The first-order condition gives the best-response for the case \( q_2 < 11 \):
\[ \begin{aligned} 11-2q_1-q_2 &= 0 \\ \Rightarrow\quad q_1 &= \frac{11-q_2}{2}. \end{aligned} \]For \( q_2 \ge 11 \), its best response is to choose \( q_1 = 0 \).
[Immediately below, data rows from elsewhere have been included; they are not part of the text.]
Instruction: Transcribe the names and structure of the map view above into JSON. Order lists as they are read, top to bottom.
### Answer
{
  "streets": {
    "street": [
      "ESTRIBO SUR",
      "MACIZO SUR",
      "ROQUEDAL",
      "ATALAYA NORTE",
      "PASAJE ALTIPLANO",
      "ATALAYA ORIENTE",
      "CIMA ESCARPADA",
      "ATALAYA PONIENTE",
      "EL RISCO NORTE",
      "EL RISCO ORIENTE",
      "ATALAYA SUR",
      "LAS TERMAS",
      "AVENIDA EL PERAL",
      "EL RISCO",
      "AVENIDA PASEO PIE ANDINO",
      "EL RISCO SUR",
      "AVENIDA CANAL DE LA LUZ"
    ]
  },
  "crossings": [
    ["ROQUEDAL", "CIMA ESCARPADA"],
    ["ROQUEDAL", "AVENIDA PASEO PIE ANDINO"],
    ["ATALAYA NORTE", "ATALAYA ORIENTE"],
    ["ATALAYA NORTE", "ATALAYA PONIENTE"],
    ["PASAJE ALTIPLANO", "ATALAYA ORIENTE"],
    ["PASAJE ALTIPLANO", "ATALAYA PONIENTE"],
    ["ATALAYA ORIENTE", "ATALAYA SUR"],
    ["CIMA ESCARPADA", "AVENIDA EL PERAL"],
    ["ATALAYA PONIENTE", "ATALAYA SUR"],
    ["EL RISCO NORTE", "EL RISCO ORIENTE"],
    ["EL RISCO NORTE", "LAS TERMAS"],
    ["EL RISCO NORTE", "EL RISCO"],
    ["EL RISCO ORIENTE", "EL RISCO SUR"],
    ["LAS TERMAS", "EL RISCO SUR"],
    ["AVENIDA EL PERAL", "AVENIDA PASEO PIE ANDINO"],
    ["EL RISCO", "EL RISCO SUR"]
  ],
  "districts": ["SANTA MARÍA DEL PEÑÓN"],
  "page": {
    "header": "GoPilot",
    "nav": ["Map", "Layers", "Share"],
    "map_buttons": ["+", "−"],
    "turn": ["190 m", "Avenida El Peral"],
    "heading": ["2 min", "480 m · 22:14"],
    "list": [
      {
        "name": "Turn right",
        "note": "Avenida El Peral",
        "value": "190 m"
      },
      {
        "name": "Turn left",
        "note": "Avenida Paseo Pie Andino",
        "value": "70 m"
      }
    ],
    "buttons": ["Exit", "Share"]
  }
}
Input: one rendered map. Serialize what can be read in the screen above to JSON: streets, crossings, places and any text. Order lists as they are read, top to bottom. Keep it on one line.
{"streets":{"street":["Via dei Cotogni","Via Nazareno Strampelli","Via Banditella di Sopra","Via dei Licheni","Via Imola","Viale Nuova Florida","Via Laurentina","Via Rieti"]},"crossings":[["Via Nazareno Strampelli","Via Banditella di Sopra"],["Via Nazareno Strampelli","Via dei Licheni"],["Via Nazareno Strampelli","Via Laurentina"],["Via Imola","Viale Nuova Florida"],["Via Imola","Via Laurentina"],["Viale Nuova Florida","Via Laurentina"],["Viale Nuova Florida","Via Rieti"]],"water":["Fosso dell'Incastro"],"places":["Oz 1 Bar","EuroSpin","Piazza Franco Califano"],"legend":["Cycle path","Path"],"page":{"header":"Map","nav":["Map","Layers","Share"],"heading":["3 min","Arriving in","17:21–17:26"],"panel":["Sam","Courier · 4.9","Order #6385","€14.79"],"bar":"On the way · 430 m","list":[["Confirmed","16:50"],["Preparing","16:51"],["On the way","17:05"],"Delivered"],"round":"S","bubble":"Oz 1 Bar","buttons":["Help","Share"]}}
So, the best response function of firm 1 is
\[ \begin{aligned} \text{BR}_1(q_2) = \begin{cases} \left\{\dfrac{11-q_2}{2}\right\} & \text{if } q_2 < 11 \\ \{0\} & \text{if } q_2 \geq 11 \end{cases} \end{aligned} \]Similarly, the best response function of firm 2 is
\[ \begin{aligned} \text{BR}_2(q_1) = \begin{cases} \left\{\dfrac{10-q_1}{2}\right\} & \text{if } q_1 < 10 \\ \{0\} & \text{if } q_1 \geq 10 \end{cases} \end{aligned} \]Solving the two best responses simultaneously:
\[ q_i^* = 4, \quad q_2^*= 3. \]Total output and price follow:
\[ q^* = 7, \quad p^* = 5. \]Profits are
\[ \pi_1^* = 16, \quad \pi_2^* = 9. \]The lower-cost firm produces more and earns more.